If you ever won an Ig Nobel, what would it be for?

This year's Ig Nobel winners were announced today.

The acknowledged achievements involved penguin poo, artificial dog testicles, locust Star Wars fans, frog smells, and exploding trousers. And the Ig Nobel Prize for Literature was an upset.
Literature - The many Nigerians who introduced millions of e-mail users to a "cast of rich characters... each of whom requires just a small amount of expense money so as to obtain access to the great wealth to which they are entitled".
So, what might you win an Ig Nobel for?

I had to think really hard, but I realized that about 25 years ago, I did do something that might at least get me considered for an Ig Nobel Prize for Literature.

Back then I worked for a major book wholesaler, and they offered a special service to libraries: formatted catalogue cards printed with each book's Dewey Decimal and Library of Congress information plus a brief annotation.

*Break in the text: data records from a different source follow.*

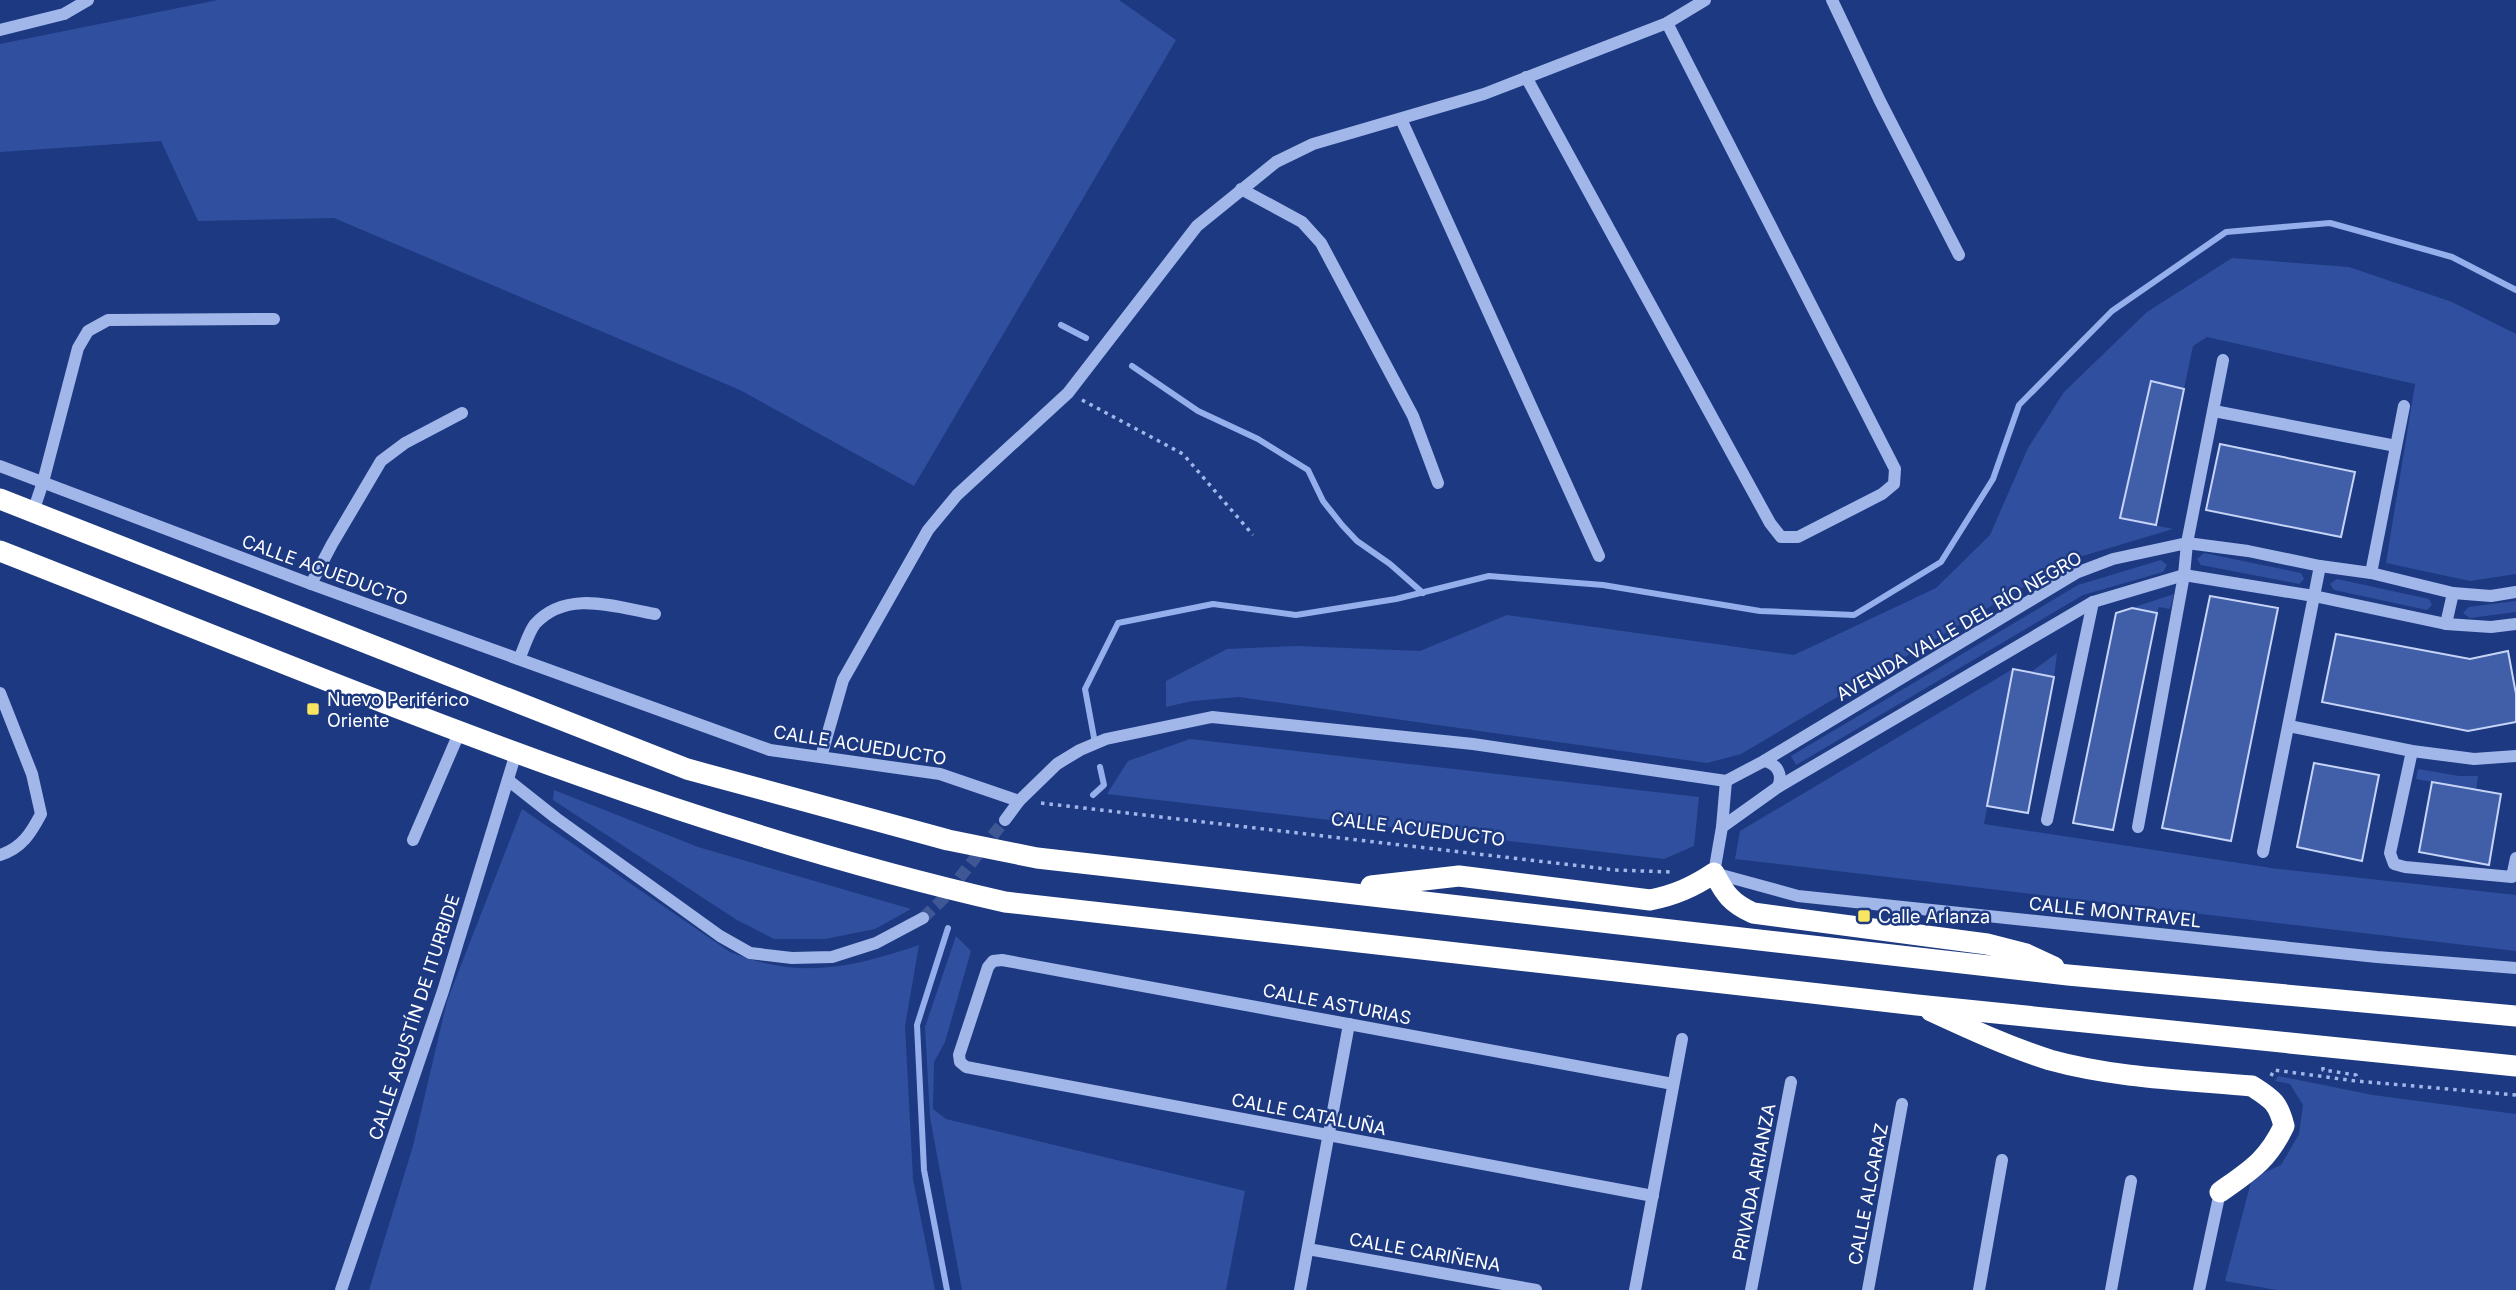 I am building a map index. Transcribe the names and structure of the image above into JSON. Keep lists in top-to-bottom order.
{
  "streets": {
    "street": [
      "CALLE ACUEDUCTO",
      "AVENIDA VALLE DEL RÍO NEGRO",
      "CALLE MONTRAVEL",
      "CALLE ASTURIAS",
      "CALLE AGUSTÍN DE ITURBIDE",
      "CALLE CATALUÑA",
      "PRIVADA ARIANZA",
      "CALLE ALCARAZ",
      "CALLE CARIÑENA"
    ]
  },
  "crossings": [
    ["CALLE ASTURIAS", "CALLE CATALUÑA"]
  ],
  "places": {
    "transit": ["Nuevo Periférico Oriente", "Calle Arlanza"]
  }
} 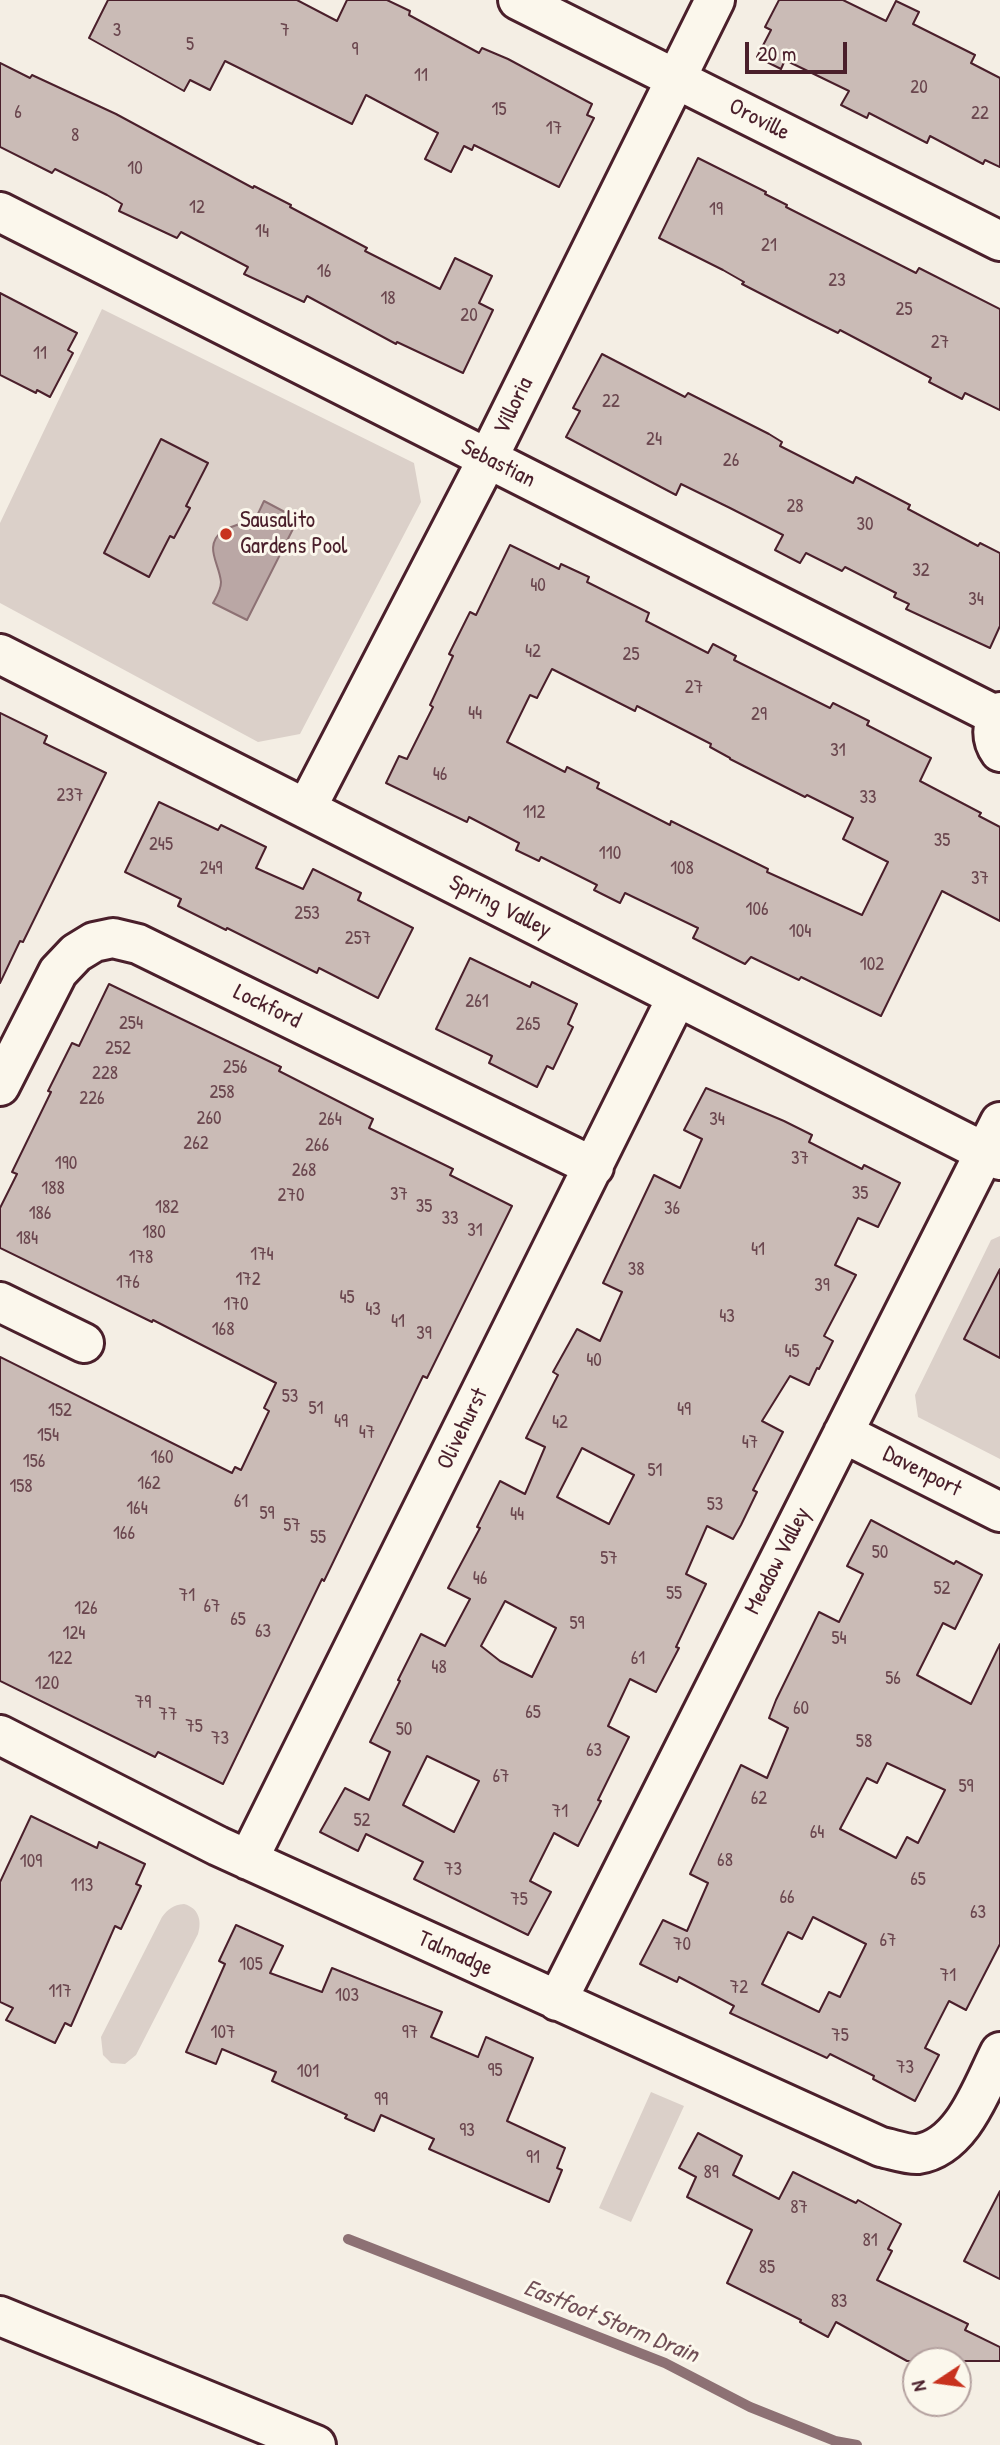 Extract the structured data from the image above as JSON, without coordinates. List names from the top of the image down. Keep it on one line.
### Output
{"streets":{"main road":["Oroville","Villoria","Sebastian","Spring Valley","Lockford","Olivehurst","Davenport","Meadow Valley","Talmadge"]},"crossings":[["Oroville","Villoria"],["Villoria","Sebastian"],["Villoria","Spring Valley"],["Spring Valley","Olivehurst"],["Spring Valley","Meadow Valley"],["Lockford","Olivehurst"],["Olivehurst","Talmadge"],["Davenport","Meadow Valley"],["Meadow Valley","Talmadge"]],"water":["Eastfoot Storm Drain"],"places":["Sausalito Gardens Pool"],"house_numbers":["3","7","5","9","11","20","15","6","22","17","8","10","12","19","14","21","16","23","18","25","20","27","11","22","24","26","28","30","32","40","34","42","25","27","44","29","31","46","237","33","112","35","245","110","249","108","37","106","253","104","257","102","261","254","265","252","256","228","258","226","260","264","34","262","266","37","190","268","188","35","37","270","35","182","36","186","33","31","180","184","41","174","178","38","172","176","39","45","170","43","43","41","168","39","45","40","53","51","49","152","49","42","47","154","47","160","156","51","162","158","61","53","164","59","44","57","166","55","50","57","46","52","55","71","67","126","65","59","63","124","54","122","61","48","56","120","79","60","65","77","75","50","73","58","63","67","59","62","71","52","64","68","109","73","65","113","66","75","63","67","70","105","71","72","117","103","107","97","75","73","95","101","99","93","91","89","87","81","85","83"],"scale_bar":"20 m","north":"left"} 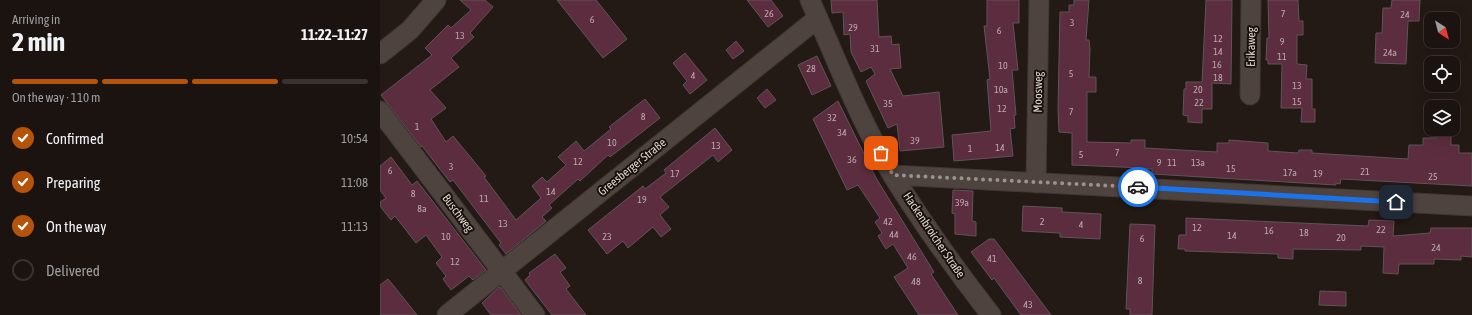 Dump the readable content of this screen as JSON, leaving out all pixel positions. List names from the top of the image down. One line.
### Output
{"streets":{"street":["Erikaweg","Moosweg","Greesberger Straße","Buschweg","Hackenbroicher Straße"]},"crossings":[["Greesberger Straße","Buschweg"],["Greesberger Straße","Hackenbroicher Straße"]],"house_numbers":["26","7","24","6","3","29","6","13","12","9","31","14","24a","11","16","10","28","5","4","18","13","10a","20","15","22","35","12","7","8","32","1","34","39","10","13","14","1","7","5","36","12","9","11","13a","3","15","6","21","17a","17","19","25","14","8","11","19","39a","8a","42","2","13","4","12","22","16","18","44","14","10","23","20","6","24","46","41","12","8","48","43"],"north":"bottom right","page":{"heading":["2 min","Arriving in","11:22–11:27"],"bar":"On the way · 110 m","list":[["Confirmed","10:54"],["Preparing","11:08"],["On the way","11:13"],"Delivered"]}}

That's what I did: I wrote thousands and thousands of those 30-words-or-less mini-synopses that you find in library card catalogues (now on computers, but originally on those extra-stiff index cards).

These were objective, straightforward annotations of auto-repair manuals, children's pop-up books, physics texts, Pynchon novels, Jackie Collins trash, law books, religious works, dog breed guides…. And the use of words containing more than five syllables was frowned upon, mainly because of the risk of really jagged line breaks.

Understand -- I’m pushing the editorial quantity here, not the editorial quality. Plus the diversity. Plus the artistic suffering -- everything was handwritten in quintuplicate because personal office computers basically didn't exist and coworkers complained that typewriters were too noisy.

So what have you been working on? A caller ID blocker unblocker reblocker? Once-a-month disposable Y-front condoms? A psycho-veterinary investigation into canine Fourth of July aversion?